ASSIGNED TASK = Each entry that follows should be retyped in full and exactly.
[[ AVAILABLE DATA open ]]
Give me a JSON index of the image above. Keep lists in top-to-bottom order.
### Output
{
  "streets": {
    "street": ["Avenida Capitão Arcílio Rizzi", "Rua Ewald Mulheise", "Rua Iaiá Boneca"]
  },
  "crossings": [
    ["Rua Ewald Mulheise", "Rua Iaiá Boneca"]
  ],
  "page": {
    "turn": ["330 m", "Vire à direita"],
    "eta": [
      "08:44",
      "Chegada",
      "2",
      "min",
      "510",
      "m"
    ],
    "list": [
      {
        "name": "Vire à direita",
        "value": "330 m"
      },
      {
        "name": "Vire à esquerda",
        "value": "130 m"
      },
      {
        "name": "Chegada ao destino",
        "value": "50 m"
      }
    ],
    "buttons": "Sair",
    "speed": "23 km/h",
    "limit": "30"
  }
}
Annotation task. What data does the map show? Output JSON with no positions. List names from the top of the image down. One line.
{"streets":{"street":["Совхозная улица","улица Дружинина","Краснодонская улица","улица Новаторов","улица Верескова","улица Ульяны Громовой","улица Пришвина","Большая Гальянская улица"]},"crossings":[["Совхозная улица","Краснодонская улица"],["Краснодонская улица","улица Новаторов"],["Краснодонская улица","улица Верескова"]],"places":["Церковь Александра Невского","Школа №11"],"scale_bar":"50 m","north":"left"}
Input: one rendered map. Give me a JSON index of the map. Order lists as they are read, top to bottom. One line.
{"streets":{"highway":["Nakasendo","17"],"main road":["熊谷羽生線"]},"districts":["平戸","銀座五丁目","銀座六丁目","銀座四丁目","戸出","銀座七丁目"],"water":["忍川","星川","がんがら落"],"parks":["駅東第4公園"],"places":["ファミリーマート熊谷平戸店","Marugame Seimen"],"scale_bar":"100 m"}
[[ AVAILABLE DATA closed ]]
SOLUTION FOR THIS EXERCISE =
Give me a JSON index of the image above. Keep lists in top-to-bottom order.
### Output
{
  "streets": {
    "street": ["Avenida Capitão Arcílio Rizzi", "Rua Ewald Mulheise", "Rua Iaiá Boneca"]
  },
  "crossings": [
    ["Rua Ewald Mulheise", "Rua Iaiá Boneca"]
  ],
  "page": {
    "turn": ["330 m", "Vire à direita"],
    "eta": [
      "08:44",
      "Chegada",
      "2",
      "min",
      "510",
      "m"
    ],
    "list": [
      {
        "name": "Vire à direita",
        "value": "330 m"
      },
      {
        "name": "Vire à esquerda",
        "value": "130 m"
      },
      {
        "name": "Chegada ao destino",
        "value": "50 m"
      }
    ],
    "buttons": "Sair",
    "speed": "23 km/h",
    "limit": "30"
  }
}
Annotation task. What data does the map show? Output JSON with no positions. List names from the top of the image down. One line.
{"streets":{"street":["Совхозная улица","улица Дружинина","Краснодонская улица","улица Новаторов","улица Верескова","улица Ульяны Громовой","улица Пришвина","Большая Гальянская улица"]},"crossings":[["Совхозная улица","Краснодонская улица"],["Краснодонская улица","улица Новаторов"],["Краснодонская улица","улица Верескова"]],"places":["Церковь Александра Невского","Школа №11"],"scale_bar":"50 m","north":"left"}
Input: one rendered map. Give me a JSON index of the map. Order lists as they are read, top to bottom. One line.
{"streets":{"highway":["Nakasendo","17"],"main road":["熊谷羽生線"]},"districts":["平戸","銀座五丁目","銀座六丁目","銀座四丁目","戸出","銀座七丁目"],"water":["忍川","星川","がんがら落"],"parks":["駅東第4公園"],"places":["ファミリーマート熊谷平戸店","Marugame Seimen"],"scale_bar":"100 m"}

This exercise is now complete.